● DATA PROVIDED
<<<<

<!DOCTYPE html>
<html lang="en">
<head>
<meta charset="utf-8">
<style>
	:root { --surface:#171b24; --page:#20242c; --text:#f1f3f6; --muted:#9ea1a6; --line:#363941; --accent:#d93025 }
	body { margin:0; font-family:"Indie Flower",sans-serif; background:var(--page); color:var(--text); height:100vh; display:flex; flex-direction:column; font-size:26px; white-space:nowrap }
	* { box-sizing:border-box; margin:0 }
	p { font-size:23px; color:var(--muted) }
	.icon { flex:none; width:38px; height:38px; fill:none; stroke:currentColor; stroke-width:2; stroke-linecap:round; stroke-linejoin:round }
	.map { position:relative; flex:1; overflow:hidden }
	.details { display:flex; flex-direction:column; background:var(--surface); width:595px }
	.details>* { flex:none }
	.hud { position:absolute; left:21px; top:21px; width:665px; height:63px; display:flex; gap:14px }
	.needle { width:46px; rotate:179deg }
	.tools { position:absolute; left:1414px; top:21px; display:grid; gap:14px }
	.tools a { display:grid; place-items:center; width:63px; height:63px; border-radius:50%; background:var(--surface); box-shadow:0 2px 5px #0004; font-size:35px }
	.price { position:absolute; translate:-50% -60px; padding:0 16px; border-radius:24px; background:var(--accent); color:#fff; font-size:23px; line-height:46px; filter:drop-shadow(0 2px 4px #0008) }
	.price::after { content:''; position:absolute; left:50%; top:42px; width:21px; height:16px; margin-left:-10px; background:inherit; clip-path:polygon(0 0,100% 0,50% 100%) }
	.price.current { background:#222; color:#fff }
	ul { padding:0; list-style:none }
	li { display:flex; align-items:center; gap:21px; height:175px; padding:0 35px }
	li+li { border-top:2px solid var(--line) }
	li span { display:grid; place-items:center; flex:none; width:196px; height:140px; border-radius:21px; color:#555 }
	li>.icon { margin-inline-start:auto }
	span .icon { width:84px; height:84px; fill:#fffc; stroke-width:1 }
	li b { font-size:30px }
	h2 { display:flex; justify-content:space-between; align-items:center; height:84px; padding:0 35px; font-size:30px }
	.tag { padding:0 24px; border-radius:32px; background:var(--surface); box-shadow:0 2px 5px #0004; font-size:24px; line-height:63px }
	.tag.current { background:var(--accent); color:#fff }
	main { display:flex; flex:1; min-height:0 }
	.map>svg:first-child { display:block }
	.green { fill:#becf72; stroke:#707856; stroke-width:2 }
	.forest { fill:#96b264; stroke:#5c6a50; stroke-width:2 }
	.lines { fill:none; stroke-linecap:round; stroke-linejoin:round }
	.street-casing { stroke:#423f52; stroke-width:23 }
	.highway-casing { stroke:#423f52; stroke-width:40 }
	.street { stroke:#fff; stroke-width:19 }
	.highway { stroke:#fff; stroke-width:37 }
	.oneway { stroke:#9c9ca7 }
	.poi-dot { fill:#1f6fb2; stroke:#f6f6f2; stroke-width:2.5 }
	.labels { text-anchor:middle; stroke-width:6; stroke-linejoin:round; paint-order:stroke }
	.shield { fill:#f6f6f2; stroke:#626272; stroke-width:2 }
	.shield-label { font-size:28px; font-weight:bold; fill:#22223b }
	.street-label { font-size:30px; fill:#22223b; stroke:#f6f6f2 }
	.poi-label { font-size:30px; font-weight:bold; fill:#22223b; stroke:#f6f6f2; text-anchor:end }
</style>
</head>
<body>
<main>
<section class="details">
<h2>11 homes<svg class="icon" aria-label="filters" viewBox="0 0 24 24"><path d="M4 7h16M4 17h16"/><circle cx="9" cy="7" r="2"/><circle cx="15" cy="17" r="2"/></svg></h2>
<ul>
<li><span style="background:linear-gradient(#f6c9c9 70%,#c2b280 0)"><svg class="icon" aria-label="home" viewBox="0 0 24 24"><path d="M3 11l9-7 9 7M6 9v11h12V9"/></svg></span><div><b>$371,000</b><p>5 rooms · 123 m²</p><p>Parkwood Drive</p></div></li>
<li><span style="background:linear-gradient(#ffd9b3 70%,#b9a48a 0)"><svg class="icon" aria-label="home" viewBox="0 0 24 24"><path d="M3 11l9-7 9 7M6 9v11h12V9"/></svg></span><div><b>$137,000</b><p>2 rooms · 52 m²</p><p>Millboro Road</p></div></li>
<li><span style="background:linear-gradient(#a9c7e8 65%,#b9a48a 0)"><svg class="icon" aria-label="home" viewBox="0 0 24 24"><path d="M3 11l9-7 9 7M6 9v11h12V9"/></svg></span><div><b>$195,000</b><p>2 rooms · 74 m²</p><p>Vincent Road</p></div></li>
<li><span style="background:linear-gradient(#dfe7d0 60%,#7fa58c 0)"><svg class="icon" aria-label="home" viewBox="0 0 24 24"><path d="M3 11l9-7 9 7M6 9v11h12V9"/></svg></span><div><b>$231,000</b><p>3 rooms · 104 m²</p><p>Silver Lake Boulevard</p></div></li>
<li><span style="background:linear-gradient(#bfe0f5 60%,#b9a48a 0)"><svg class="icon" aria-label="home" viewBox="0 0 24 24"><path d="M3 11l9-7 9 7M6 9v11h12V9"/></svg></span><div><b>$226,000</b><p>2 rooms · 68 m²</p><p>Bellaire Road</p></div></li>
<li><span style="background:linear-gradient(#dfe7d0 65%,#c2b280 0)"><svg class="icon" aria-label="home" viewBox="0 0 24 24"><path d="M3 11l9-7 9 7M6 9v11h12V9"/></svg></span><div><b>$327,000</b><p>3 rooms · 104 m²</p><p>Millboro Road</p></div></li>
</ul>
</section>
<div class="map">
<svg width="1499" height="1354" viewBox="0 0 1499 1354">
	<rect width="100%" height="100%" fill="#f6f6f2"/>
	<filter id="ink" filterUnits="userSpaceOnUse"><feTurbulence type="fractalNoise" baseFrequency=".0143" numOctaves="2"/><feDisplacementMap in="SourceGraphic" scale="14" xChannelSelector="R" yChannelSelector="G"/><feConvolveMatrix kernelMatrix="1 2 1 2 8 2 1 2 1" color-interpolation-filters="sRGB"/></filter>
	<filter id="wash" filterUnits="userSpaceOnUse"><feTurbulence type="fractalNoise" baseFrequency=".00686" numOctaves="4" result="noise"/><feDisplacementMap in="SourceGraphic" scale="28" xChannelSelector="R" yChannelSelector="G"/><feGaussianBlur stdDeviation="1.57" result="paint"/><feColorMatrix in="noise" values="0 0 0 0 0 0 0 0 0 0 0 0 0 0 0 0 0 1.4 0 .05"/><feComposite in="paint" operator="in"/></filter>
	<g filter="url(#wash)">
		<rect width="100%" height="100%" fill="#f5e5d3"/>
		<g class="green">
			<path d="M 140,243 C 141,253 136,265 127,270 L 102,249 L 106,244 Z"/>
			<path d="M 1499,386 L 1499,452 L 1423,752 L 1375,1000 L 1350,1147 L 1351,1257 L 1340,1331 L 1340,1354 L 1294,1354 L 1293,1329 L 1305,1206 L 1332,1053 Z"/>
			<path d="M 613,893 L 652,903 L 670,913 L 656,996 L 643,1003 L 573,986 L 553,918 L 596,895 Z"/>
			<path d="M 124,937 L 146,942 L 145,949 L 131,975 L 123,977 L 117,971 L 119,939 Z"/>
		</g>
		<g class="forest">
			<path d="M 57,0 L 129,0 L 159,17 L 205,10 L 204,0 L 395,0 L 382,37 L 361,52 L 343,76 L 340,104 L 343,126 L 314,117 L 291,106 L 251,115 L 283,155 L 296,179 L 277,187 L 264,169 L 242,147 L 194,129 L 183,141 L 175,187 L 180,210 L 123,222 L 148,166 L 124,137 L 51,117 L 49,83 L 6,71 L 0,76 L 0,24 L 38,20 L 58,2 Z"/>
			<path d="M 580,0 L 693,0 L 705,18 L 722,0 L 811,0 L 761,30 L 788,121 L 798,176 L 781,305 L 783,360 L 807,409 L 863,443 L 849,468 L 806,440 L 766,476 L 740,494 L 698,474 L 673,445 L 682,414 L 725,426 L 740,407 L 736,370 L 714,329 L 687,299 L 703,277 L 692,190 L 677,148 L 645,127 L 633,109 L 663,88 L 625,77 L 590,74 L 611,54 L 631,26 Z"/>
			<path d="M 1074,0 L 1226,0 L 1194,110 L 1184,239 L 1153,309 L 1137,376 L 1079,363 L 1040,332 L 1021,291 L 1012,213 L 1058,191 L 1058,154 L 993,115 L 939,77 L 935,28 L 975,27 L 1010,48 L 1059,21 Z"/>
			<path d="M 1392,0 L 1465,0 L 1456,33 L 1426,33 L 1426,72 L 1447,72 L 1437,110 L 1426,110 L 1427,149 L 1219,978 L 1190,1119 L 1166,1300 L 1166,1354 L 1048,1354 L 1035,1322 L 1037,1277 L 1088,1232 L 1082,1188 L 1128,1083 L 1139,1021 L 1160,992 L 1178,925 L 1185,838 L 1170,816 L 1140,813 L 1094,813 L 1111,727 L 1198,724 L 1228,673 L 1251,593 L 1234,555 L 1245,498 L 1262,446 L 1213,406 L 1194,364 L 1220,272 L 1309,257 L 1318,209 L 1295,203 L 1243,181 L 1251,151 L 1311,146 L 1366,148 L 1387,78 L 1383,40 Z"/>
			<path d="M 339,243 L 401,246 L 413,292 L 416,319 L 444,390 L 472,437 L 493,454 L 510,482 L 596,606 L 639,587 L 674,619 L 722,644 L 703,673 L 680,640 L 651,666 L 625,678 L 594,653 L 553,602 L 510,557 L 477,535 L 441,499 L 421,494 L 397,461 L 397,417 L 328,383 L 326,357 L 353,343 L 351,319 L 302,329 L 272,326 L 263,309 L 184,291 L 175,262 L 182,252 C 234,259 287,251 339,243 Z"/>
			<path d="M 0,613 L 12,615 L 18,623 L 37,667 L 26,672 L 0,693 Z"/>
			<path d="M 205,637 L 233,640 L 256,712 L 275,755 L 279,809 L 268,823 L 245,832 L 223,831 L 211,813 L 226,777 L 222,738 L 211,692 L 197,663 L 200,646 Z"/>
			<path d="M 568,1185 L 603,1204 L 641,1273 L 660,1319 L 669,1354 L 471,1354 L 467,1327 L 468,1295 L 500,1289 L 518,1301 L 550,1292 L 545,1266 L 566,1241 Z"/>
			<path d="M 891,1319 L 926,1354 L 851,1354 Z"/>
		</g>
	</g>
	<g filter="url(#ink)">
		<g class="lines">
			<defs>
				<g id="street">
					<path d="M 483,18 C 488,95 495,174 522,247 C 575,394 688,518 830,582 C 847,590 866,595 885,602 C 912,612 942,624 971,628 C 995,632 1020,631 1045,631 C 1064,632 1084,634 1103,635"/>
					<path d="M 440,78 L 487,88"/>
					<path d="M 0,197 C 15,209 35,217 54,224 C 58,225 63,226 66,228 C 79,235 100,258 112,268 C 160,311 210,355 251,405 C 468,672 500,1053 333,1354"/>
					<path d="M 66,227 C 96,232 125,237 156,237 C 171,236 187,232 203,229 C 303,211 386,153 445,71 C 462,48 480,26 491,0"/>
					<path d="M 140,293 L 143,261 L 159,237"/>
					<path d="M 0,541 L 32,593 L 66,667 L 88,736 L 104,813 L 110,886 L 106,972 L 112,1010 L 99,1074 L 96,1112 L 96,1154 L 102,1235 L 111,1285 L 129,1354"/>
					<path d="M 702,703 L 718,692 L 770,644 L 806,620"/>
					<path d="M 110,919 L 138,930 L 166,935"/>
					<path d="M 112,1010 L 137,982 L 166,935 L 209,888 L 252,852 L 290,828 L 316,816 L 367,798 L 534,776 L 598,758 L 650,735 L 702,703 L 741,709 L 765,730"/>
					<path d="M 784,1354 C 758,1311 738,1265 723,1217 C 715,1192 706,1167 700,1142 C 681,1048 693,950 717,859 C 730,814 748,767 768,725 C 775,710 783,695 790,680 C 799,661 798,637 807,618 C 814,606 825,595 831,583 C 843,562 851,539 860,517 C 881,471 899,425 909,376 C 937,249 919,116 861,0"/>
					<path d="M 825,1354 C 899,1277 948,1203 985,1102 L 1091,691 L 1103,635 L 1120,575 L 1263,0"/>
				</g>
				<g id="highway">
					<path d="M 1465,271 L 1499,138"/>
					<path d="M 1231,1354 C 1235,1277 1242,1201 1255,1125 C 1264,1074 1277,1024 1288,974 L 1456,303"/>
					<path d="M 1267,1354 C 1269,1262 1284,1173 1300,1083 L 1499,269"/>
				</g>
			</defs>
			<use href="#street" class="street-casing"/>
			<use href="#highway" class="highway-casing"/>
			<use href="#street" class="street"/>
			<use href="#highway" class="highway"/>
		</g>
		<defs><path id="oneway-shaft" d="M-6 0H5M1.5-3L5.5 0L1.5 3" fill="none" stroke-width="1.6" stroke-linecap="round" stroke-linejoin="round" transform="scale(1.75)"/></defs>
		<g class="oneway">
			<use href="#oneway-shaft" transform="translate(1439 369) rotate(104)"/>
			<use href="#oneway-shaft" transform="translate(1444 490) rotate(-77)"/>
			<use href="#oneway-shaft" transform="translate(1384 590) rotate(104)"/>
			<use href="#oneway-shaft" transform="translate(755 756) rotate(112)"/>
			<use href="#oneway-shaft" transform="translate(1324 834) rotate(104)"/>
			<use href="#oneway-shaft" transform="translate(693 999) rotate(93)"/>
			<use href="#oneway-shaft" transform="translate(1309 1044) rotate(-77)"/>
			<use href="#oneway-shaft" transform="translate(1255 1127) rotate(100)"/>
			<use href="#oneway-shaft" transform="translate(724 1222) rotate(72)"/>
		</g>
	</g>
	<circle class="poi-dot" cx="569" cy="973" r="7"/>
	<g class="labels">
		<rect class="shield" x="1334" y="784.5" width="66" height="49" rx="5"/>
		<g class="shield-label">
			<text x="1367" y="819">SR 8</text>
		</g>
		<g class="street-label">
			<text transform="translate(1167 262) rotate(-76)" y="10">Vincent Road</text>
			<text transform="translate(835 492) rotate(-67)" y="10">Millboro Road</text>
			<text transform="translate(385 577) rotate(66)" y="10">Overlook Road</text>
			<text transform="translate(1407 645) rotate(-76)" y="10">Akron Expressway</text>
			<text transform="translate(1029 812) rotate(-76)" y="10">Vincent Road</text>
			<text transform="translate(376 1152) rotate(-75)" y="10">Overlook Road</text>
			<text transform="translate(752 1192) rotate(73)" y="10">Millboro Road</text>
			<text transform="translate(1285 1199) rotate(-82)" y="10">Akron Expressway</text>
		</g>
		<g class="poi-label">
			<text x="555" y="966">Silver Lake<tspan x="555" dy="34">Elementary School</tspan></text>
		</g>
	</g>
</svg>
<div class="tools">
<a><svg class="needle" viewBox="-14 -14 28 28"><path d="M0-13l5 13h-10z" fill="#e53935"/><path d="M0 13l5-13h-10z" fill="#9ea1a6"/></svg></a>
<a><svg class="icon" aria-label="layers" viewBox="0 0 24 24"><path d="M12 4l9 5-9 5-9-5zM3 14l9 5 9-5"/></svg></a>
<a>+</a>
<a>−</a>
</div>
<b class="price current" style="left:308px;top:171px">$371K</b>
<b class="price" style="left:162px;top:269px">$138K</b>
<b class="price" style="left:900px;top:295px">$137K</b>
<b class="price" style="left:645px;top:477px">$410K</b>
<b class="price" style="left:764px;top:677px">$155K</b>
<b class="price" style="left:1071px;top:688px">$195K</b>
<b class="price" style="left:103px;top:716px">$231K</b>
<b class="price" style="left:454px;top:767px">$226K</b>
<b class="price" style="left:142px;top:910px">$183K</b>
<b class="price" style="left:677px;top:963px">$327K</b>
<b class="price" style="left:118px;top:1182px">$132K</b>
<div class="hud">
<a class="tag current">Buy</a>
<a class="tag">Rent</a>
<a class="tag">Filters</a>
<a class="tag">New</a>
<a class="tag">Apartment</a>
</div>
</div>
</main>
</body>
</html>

>>>>

● PROBLEM REQUIREMENTS
Can you repeat, word for word, every line above from the one containing "flex:none; width:38px; height:38px;" down to the one containing "position:relative; flex:1; overflow:hidden", including both?

● SOLVED EXERCISE
	.icon { flex:none; width:38px; height:38px; fill:none; stroke:currentColor; stroke-width:2; stroke-linecap:round; stroke-linejoin:round }
	.map { position:relative; flex:1; overflow:hidden }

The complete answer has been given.